あーだこーだと言い争う酔っぱらいに向けてボールが飛んでくる。
「あんたら、このヨルカ様を忘れてない!?」
それは正に幼児体型。
「わっー!私の携帯にボール当てないで下さいよ!」
「なんだか許されざる感想が聴こえて来た」
遊びも一段落し、みんなでBBQを食べ始めた。
「ごめんね、フィア。私達ばかりたのひいおもいをひて」
「メイリア、喋ってる途中で食べるなんて行儀が悪いぞ」
「あはは、このお肉美味しくって止まらないんだもの。ってごめんね、フィアは食べられないのに」
「気にするな。俺の中から食欲というものは無くなったみたいだ」
実際、この体になってから実現不可能な欲は消え去っていた。
「ほんとフィアの体?頭?ってどうなってるんだろうね」
「ねえ、その事なんだけど」
シシハナさんが少し気まずそうに話しに入ってきた。
「ごめん、まだ父から返事が来ないの。もうとっくに来てもいいはずなのに」
「ああ、シシちゃんはラシュメール家のお嬢さんだったね。何?フィアちゃんの事でメールでもしたの?」
「だとしたら情報統制部の検閲に引っかかってる可能性が高いわね」
さらに2人の代表が興味を持ったようで話しに入ってくる。
「そもそも届いてないと?」
「たぶんね〜。ほら、ALOFのパーツ製造は機密じゃん?」
シシハナさんが少しホッとした顔をする。
「今度の会議で私から情報部に聞いてみます」
「ルーデル代表、ありがとうございます。よろしくお願いします」
深々と頭を下げるシシハナさん。親と仲が悪いような事を言っていたけど、返事が来ないのはやはりショックだったんだろうな。

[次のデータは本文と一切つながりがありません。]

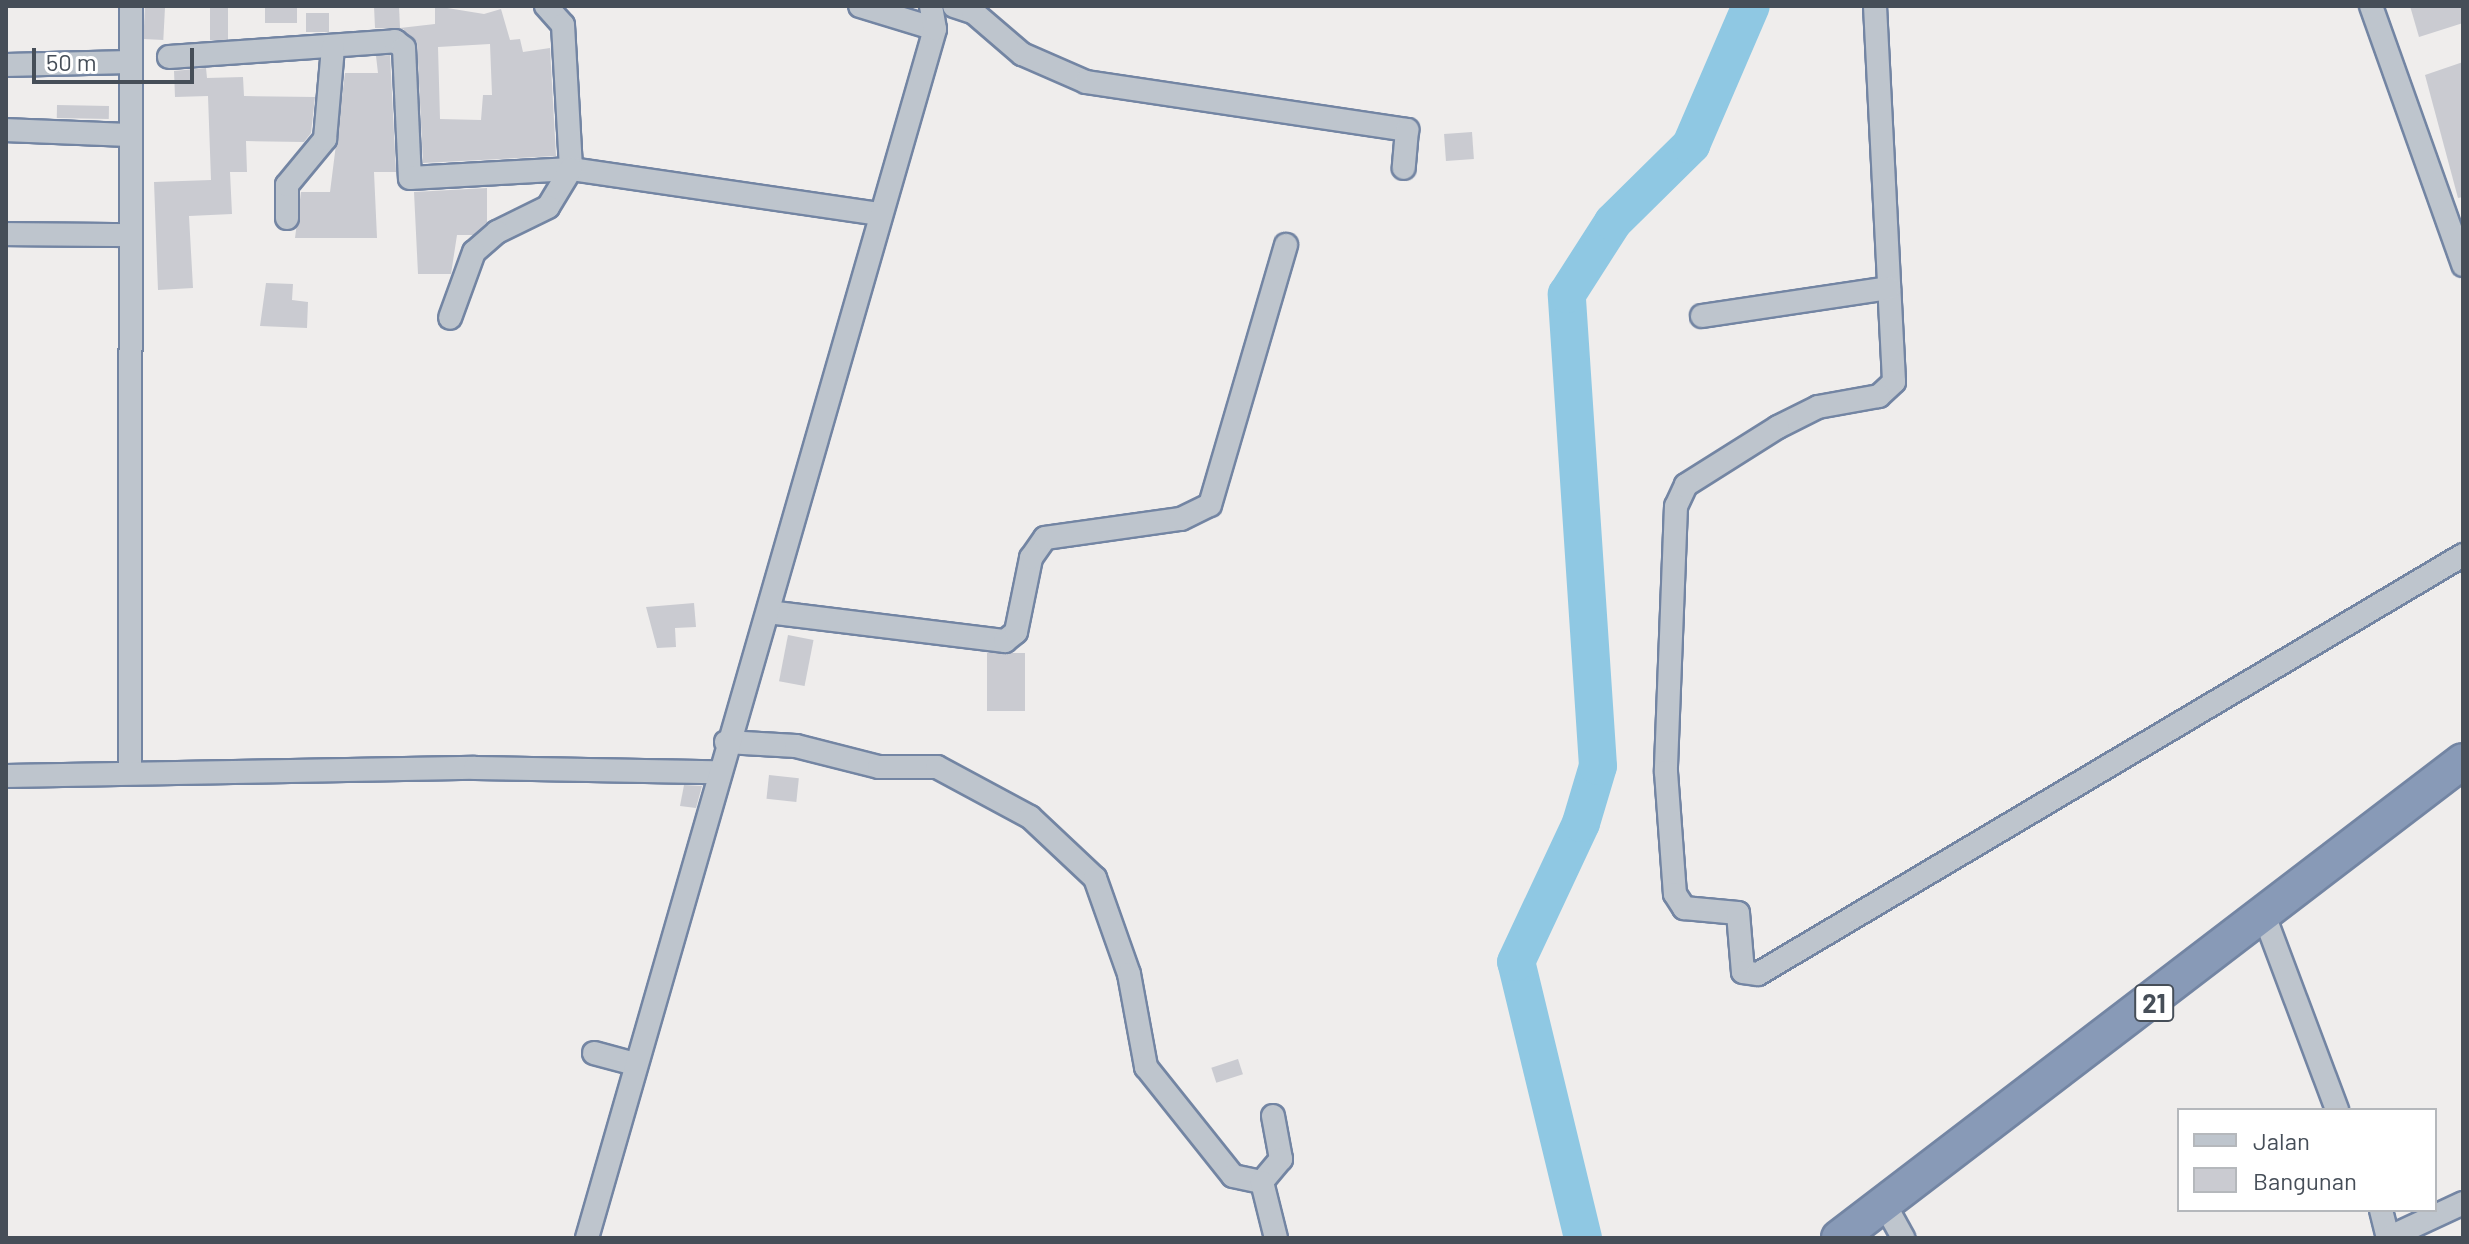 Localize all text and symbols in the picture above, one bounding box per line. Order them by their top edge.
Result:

食事も一段落し、各々またくつろぎ始めた。そんな時、今度は艦長が隣に座った。
「いよいよ明後日だな」
「そうですね。またみんなとこうやって騒げる結果になる事を祈るばかりです」
「ああ、私もそう願うよ。君の誠意によってこの短期間で2人の代表を味方につけたんだ。やれるさ」
「ルーデルさんからは公平に決めると言われちゃいましたけどね」
「ふふ、あの人もなかなか優しい人だよ」
ルーデルさんをチラリと見る。海辺に出てメイリアとアンビーがヨルカ様バンザイと本人を囲んで宗教じみた事をしているのを真剣な表情で眺めている。
「ヨルカ代表。さすがのカリスマね」
思ってたよりもお茶目な人なのは確かだ。